Sam Clarke comments on Comments on Carlsmith’s “Is power-seeking AI an existential risk?”

Sam Clarke 17 Nov 2021 14:16 UTC
LW: 12 AF: 6
AF
Strong upvote, I would also love to see more disscussion on the difficulty of inner alignment.

which if true should preclude strong confidence in disaster scenarios

Though only for disaster scenarios that rely on inner misalignment, right?

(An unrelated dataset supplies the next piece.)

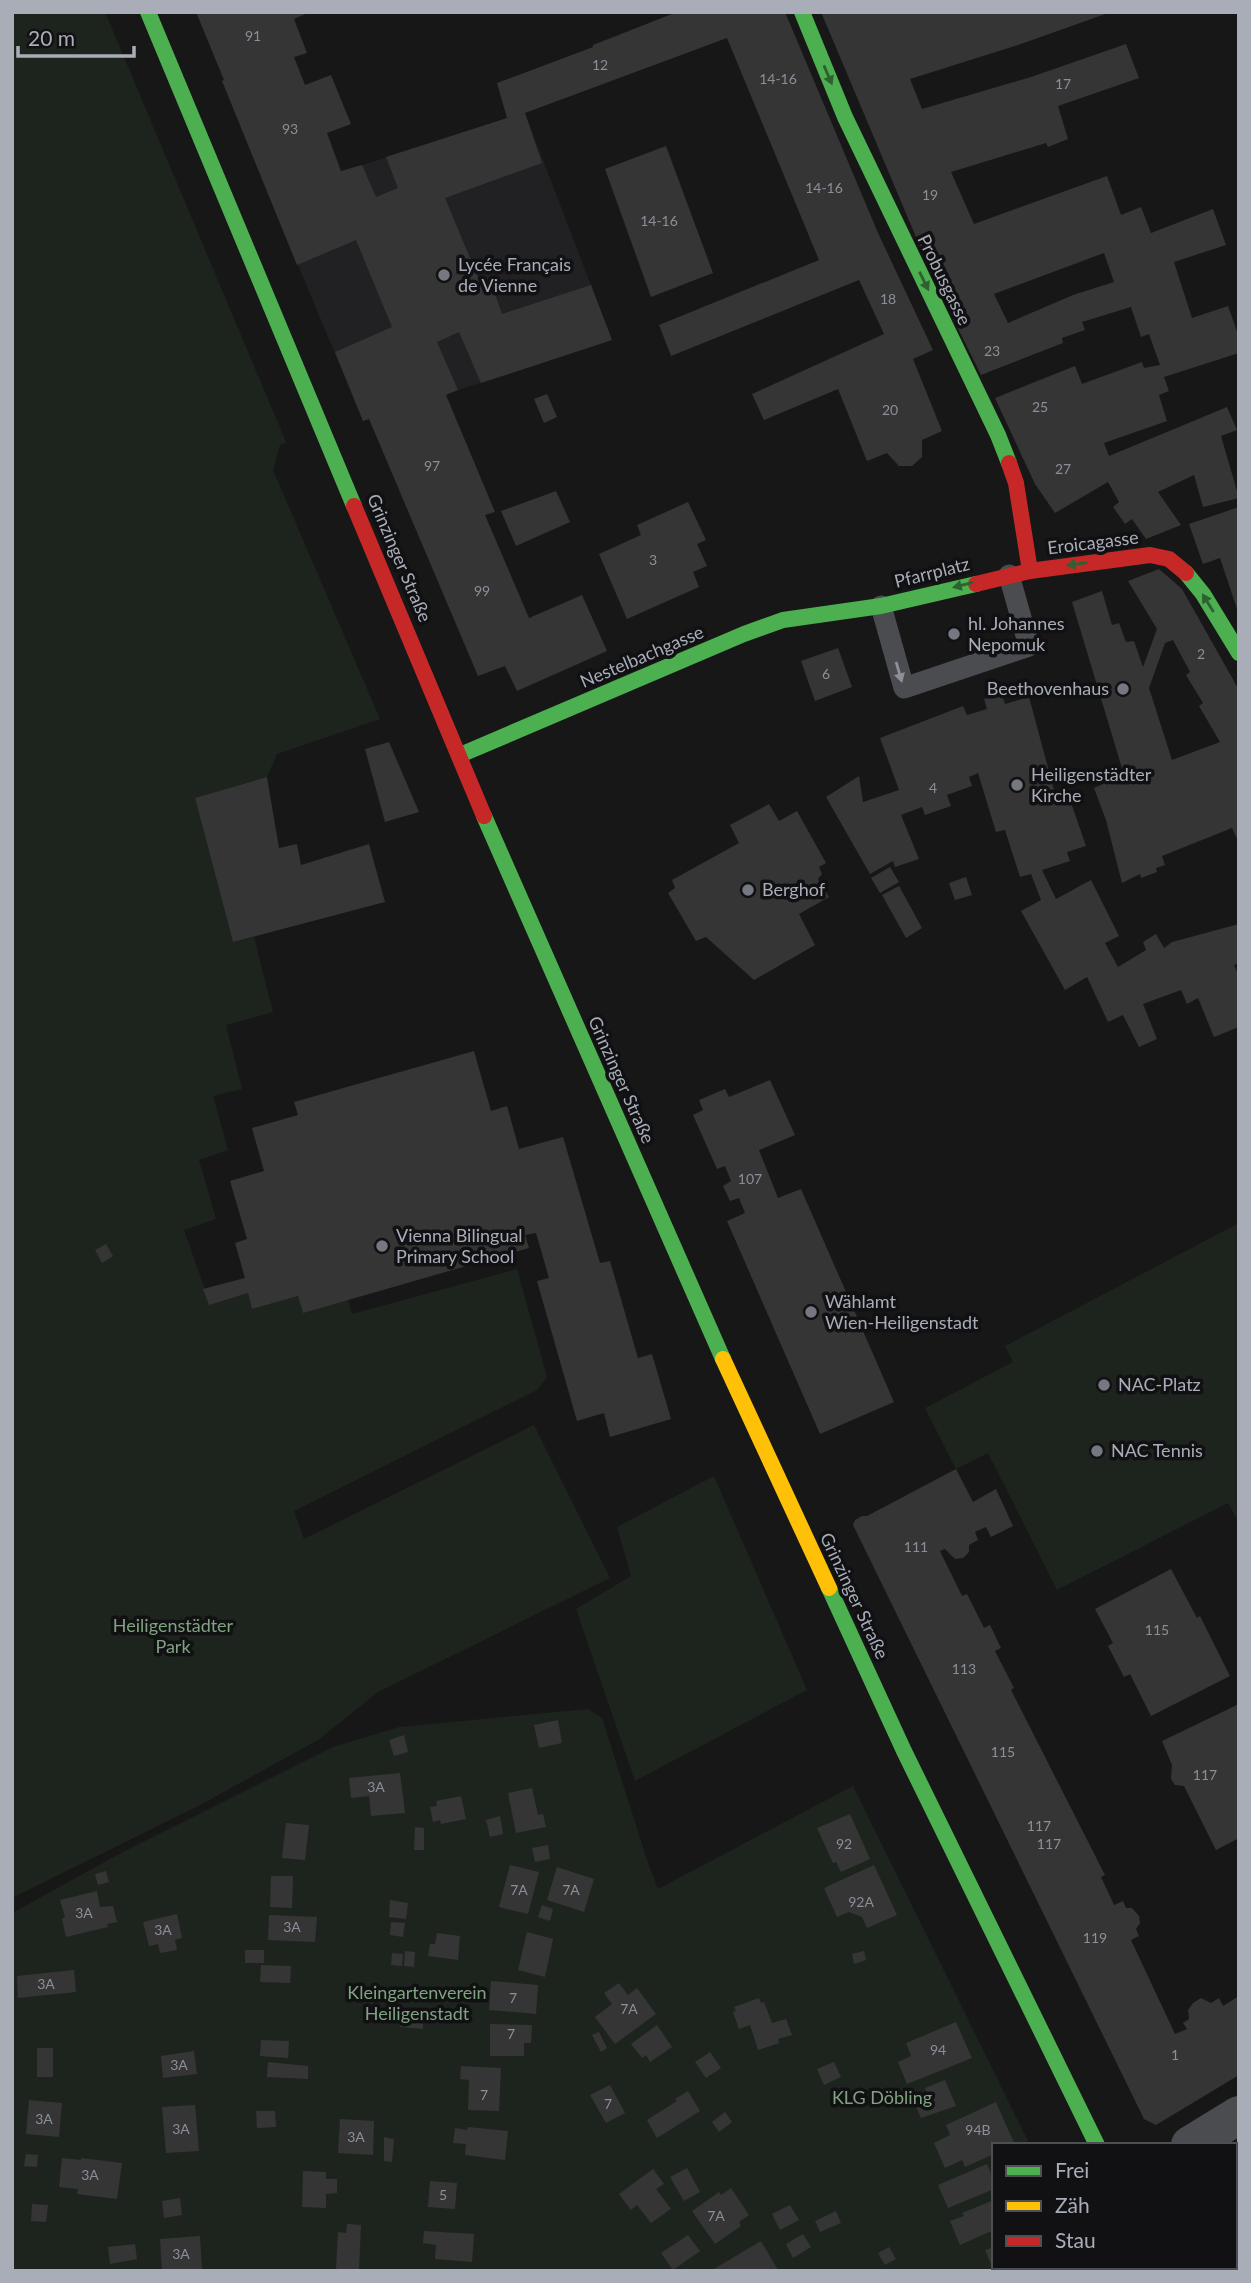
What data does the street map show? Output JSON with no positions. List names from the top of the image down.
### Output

… seem like world models that make sense to me, given the surrounding justifications

FWIW, I don’t really understand those world models/intuitions yet:
- Re: “earlier patches not generalising as well as the deep algorithms”—I don’t understand/am sceptical about the abstraction of “earlier patches” vs. “deep algorithms learned as intelligence is scaled up”. What seem to be dubbed “patches that won’t generalise well” seem to me to be more like “plausibly successful shaping of the model’s goals”. I don’t see why, at some point when the model gets sufficiently smart, gradient descent will get it to throw out the goals it used to have. What am I missing?
- Re: corrigibility being “anti-natural” in a certain sense—I think I just don’t understand this at all. Has it been discussed clearly anywhere else?
(jtbc, I think inner misalignment might be a big problem, I just haven’t seen any good argument for it plausibly being the main problem)
- Sam Clarke 23 Feb 2022 13:12 UTC
  LW: 11 AF: 6
  AF Parent
  Re: corrigibility being “anti-natural” in a certain sense—I think I have a better understanding of this now:
  - Eventually, we need to train an AI system capable enough to enable a pivotal act (in particular, actions that prevent the world from being destroyed by any other future AGI)
  - AI systems that are capable enough to enable a pivotal act must be (what Eliezer calls) a “consequentialist”: a system that “searches paths through time and selects high-scoring ones for output”
  - Training an aligned/corrigible/obedient consequentialist is something that Eliezer can’t currently see a way of doing, because it seems like a very unnatural sort of system. This makes him pessimistic about our current trajectory. The argument here seems kinda like a more subtle version of the instrumental convergence thesis. We want to train a system that:
    (1) searches for (and tries to bring about) paths through time that are robust enough to hit a narrow target (enabling a pivotal act and a great future in general)
    but also (2) is happy for certain human-initiated attempts to change that target (modify its goals, shut it down, etc.)
  - This seems unnatural and Eliezer can’t see how to do it currently.
  - An exacerbating factor is that even if top labs pursue alignment/corrigiblity/obedience, they will either be mistaken in having achieved it (because it’s hard), or honestly panic about not having achieved it and halt, by which point a runner-up who doesn’t understand the importance of alignment/corrigibility/obedience deploys their system which destroys the world.
  - (This is partly based on this summary)
  What links here?
  - Sam Clarke's comment on Late 2021 MIRI Conversations: AMA / Discussion by Rob Bensinger (2 Mar 2022 14:33 UTC; 5 points)
  - Sam Clarke's comment on Inner Alignment: Explain like I’m 12 Edition by Rafael Harth (23 Feb 2022 13:15 UTC; 1 point)
  - Rob Bensinger 23 Feb 2022 22:34 UTC
    LW: 5 AF: 3
    AF Parent
    or honestly panic about not having achieved it and halt, by which point a runner-up who doesn’t understand the importance of alignment/corrigibility/obedience deploys their system which destroys the world
    Note that this is still better than ‘honestly panic about not having achieved it and throw caution to the wind / rationalize reasons they don’t need to halt’!